| Your task |
A single number is the answer here: how many lines below include "tile"?

(Saved data entries)
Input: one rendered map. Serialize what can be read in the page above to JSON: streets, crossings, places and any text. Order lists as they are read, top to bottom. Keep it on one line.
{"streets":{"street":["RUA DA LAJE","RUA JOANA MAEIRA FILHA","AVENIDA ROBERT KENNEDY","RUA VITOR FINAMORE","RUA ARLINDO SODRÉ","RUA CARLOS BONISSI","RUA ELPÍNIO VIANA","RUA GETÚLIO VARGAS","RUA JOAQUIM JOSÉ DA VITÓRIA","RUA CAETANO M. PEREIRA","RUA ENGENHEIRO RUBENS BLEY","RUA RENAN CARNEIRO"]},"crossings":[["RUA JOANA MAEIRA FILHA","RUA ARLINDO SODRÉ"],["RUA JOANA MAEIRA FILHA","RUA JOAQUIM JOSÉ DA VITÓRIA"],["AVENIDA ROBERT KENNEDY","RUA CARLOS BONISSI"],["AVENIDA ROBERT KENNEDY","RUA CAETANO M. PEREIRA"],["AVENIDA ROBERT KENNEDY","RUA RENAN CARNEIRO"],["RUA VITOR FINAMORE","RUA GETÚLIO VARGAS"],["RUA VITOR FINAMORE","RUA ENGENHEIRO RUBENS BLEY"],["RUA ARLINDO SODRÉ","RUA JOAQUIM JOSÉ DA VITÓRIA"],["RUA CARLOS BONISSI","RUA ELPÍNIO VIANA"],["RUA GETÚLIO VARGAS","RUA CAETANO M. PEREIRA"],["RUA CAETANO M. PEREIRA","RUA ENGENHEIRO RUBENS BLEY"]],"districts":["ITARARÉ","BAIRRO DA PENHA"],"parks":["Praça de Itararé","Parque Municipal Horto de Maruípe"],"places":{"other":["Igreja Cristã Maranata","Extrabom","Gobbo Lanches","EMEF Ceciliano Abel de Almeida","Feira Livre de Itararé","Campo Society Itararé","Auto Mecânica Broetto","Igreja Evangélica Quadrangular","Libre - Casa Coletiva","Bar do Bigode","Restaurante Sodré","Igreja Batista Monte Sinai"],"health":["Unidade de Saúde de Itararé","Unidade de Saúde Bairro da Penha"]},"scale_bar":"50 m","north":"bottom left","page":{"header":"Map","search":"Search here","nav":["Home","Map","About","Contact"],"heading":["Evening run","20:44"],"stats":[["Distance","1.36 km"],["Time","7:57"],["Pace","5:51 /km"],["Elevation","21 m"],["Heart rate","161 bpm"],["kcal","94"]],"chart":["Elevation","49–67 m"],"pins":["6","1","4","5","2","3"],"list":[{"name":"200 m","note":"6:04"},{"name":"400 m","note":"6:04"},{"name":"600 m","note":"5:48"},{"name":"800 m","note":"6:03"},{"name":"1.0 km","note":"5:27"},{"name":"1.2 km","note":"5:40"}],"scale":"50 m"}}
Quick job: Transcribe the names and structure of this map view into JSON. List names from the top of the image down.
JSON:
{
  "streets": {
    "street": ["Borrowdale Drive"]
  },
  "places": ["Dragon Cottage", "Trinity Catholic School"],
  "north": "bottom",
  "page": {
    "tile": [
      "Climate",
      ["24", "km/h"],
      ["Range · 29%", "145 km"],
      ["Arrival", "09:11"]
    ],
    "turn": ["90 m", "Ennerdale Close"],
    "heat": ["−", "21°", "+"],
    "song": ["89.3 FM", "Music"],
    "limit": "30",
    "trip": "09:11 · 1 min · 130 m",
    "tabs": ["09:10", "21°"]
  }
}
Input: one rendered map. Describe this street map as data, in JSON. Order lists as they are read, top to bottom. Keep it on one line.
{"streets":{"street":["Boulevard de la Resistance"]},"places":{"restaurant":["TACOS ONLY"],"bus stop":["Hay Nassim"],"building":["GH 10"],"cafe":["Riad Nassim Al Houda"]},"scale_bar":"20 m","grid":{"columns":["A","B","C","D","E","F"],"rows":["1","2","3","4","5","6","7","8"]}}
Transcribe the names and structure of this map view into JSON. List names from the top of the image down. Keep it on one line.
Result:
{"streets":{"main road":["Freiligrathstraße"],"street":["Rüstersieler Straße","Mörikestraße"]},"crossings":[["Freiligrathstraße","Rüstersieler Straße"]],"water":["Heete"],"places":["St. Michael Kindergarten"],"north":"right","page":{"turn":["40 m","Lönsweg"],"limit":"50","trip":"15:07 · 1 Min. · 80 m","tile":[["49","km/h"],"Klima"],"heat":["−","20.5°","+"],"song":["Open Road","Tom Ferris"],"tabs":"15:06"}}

| Answer section |
2